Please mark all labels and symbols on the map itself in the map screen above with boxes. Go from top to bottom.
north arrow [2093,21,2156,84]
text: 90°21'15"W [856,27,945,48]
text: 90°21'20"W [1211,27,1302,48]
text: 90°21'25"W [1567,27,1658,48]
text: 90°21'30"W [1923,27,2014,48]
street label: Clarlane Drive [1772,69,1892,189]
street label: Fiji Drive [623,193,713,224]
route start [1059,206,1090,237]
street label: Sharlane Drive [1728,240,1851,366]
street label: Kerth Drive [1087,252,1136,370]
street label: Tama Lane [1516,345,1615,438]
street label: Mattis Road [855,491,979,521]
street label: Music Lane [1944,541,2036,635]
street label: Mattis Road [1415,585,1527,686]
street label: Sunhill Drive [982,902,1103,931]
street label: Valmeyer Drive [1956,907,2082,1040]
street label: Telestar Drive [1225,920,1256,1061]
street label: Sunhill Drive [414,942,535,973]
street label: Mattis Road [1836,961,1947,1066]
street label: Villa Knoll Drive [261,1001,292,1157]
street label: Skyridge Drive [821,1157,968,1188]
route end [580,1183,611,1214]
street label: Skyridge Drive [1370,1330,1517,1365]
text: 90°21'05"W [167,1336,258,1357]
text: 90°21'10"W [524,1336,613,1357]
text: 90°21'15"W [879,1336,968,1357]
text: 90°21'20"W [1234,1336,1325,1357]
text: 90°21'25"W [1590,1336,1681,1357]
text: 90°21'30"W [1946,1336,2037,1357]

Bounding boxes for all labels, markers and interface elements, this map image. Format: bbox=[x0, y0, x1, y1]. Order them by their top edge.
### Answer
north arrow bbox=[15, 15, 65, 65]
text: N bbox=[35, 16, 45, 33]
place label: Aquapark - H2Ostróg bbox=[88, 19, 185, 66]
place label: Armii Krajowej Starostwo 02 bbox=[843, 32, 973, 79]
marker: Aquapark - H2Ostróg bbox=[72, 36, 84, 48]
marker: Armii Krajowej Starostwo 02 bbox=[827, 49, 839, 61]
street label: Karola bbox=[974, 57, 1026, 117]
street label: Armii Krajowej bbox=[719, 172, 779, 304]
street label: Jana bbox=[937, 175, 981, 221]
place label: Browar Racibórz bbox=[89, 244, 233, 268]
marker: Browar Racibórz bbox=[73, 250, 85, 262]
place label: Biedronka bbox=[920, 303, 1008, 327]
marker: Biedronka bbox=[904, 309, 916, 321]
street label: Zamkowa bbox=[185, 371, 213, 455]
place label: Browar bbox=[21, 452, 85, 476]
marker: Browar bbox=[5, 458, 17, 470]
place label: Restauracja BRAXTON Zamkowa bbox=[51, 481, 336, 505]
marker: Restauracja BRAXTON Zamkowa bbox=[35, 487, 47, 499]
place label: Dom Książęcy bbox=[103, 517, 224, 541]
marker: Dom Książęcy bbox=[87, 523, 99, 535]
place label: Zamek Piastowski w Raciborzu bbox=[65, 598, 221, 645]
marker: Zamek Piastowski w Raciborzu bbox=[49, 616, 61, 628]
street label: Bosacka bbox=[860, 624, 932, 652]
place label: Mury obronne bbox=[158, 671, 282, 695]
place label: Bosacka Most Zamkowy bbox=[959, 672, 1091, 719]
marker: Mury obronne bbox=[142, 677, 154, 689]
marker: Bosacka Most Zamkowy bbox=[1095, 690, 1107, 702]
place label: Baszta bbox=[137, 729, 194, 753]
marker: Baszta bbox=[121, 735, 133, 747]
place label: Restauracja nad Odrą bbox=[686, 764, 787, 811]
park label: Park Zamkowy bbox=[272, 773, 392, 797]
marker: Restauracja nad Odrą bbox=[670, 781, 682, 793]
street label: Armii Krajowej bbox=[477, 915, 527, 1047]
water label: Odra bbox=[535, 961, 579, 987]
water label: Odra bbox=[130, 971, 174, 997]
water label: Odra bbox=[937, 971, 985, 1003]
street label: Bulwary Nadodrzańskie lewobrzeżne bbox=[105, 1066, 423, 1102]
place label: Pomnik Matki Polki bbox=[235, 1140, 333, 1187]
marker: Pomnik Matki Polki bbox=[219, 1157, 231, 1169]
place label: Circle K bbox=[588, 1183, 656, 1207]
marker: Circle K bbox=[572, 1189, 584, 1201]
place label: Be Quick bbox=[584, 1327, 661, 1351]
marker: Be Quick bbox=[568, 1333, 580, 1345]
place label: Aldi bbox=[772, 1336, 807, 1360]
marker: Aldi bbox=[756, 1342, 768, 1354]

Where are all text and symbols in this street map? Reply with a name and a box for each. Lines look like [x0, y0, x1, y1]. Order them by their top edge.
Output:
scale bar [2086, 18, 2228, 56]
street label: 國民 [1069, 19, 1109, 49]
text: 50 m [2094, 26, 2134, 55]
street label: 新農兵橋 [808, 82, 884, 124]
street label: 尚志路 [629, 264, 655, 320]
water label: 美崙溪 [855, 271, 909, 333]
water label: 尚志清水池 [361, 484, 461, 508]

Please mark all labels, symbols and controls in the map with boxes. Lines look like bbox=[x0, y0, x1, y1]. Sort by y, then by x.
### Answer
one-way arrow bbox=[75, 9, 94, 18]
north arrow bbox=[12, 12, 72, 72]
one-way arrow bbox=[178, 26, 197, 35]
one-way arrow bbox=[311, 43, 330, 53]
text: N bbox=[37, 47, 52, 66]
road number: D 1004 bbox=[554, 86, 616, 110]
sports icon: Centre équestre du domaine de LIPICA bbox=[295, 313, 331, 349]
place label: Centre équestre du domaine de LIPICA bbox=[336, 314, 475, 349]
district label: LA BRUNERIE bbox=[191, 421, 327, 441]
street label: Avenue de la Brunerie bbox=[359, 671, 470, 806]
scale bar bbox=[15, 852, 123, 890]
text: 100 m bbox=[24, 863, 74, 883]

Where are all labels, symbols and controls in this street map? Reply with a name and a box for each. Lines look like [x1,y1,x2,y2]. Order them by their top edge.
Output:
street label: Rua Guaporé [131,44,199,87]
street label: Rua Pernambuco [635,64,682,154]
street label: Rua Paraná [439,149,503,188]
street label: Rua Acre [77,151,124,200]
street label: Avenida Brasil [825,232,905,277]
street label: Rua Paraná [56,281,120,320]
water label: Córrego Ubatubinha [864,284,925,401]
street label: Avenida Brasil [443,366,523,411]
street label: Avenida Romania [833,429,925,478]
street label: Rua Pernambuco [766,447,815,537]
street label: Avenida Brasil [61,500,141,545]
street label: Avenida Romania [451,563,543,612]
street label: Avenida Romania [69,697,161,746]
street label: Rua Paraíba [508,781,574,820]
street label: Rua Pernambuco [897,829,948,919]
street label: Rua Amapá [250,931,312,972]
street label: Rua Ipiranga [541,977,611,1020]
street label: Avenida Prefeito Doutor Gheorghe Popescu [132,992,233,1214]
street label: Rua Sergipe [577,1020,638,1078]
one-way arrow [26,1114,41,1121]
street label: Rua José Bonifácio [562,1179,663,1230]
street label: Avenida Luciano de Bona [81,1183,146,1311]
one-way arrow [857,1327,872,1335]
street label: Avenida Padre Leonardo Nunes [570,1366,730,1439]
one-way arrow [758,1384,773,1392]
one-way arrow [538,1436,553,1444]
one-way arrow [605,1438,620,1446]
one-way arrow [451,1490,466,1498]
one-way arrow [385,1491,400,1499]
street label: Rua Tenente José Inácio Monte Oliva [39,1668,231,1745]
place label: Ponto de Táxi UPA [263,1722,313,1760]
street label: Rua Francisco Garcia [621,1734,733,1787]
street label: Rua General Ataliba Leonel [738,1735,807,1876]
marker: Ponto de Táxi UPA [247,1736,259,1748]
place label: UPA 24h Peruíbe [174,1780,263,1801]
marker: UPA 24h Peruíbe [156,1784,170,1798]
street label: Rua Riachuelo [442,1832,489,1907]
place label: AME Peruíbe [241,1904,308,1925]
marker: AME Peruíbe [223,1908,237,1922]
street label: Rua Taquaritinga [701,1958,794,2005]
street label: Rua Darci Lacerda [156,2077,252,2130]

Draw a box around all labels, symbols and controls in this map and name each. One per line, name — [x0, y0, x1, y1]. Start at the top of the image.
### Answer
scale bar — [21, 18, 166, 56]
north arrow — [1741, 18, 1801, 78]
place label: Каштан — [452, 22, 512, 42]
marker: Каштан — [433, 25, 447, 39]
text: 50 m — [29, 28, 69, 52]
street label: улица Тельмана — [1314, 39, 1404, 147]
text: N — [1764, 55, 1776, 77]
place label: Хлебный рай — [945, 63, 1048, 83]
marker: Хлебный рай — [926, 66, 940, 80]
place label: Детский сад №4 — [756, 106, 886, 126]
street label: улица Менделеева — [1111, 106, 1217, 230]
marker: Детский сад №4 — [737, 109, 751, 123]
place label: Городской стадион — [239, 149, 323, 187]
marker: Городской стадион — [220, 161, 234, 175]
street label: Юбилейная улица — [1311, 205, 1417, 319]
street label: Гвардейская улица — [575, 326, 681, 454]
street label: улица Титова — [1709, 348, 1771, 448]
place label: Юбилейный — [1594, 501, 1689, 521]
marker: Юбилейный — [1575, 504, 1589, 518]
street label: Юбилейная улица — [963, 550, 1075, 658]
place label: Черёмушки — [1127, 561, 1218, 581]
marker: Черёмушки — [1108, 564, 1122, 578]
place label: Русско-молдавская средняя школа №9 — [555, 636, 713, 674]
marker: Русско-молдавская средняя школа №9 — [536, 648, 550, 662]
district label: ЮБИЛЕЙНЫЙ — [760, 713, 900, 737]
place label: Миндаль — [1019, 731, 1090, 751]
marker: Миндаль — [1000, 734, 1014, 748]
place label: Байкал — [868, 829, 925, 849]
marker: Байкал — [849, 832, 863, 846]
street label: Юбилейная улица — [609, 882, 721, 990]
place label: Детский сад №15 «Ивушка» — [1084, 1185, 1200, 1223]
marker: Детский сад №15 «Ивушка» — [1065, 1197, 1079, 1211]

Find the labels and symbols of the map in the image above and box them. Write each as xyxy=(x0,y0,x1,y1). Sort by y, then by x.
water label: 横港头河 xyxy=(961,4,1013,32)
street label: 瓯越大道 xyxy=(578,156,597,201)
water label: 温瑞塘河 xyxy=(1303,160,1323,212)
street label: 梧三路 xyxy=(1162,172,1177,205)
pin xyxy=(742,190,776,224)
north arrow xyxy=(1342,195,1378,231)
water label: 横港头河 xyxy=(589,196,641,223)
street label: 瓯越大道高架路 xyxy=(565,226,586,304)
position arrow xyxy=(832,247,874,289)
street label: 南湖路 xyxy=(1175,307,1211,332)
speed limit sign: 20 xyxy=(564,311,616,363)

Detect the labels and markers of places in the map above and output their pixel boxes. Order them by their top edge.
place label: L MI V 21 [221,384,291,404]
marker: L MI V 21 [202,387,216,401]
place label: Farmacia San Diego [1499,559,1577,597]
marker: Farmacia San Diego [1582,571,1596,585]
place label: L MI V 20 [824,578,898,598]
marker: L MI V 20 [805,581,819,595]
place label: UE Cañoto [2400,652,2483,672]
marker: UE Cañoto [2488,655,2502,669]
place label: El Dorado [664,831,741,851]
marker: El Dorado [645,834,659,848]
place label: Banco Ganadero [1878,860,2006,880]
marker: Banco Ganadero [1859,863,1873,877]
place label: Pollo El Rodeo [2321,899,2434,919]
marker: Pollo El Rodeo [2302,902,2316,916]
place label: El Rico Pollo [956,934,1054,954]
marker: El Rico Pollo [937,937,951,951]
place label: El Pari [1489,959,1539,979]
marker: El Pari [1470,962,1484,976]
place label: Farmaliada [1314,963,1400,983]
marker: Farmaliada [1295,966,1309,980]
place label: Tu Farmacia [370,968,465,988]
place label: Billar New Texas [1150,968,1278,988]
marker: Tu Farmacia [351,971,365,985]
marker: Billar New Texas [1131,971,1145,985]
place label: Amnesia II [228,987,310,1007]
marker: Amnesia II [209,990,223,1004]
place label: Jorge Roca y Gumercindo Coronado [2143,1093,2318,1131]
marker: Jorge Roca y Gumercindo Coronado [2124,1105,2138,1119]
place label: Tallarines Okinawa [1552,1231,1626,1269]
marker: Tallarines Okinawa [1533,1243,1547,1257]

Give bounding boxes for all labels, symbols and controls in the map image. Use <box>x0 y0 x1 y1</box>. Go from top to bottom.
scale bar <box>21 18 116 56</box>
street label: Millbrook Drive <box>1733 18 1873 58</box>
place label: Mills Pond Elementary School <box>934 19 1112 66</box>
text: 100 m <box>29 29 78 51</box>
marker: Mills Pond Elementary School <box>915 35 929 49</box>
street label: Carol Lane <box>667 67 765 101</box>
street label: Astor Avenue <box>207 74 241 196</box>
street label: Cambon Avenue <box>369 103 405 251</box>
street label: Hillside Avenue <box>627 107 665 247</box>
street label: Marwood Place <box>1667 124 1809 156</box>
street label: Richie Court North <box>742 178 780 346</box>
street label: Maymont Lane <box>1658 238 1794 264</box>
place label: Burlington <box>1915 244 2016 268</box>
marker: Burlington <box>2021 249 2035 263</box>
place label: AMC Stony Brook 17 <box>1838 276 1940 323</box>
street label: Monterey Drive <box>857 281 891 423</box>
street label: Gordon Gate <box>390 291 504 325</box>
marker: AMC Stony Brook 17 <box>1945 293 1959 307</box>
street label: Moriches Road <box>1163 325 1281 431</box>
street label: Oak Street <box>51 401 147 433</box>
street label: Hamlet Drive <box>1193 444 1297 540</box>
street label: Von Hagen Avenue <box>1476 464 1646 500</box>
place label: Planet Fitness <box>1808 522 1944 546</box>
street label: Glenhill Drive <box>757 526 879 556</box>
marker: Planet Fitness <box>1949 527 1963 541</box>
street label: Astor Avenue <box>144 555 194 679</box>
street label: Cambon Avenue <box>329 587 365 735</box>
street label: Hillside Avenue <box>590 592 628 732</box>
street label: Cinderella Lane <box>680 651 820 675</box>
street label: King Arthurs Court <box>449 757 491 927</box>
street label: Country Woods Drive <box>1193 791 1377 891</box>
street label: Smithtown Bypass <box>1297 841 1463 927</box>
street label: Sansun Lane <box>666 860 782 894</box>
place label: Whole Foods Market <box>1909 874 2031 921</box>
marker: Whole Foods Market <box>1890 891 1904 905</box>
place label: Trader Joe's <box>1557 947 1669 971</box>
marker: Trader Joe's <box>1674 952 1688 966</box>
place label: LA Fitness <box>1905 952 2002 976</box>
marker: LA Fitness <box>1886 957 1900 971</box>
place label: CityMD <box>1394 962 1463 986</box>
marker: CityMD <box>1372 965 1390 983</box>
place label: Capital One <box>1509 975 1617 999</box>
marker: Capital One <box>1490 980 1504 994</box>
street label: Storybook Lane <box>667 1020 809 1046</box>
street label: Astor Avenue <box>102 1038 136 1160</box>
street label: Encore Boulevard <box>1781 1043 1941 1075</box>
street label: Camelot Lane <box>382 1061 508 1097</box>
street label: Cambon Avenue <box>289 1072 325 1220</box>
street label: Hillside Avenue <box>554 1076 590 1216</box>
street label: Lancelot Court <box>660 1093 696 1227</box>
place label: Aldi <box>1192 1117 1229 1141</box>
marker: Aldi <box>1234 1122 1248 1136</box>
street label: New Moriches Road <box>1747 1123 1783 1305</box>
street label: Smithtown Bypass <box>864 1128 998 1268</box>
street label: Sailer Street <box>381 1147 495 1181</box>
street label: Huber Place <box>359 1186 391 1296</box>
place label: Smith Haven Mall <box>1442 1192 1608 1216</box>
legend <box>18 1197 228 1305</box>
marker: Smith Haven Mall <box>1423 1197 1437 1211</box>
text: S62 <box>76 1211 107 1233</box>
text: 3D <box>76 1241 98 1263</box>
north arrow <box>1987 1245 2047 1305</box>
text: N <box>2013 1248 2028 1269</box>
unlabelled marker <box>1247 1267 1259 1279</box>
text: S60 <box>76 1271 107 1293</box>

=======

• **Goal of the exercise**
Look for the word "Matki" in the data, then return every line that contains it.

• **Exercise response**
place label: Pomnik Matki Polki bbox=[235, 1140, 333, 1187]
marker: Pomnik Matki Polki bbox=[219, 1157, 231, 1169]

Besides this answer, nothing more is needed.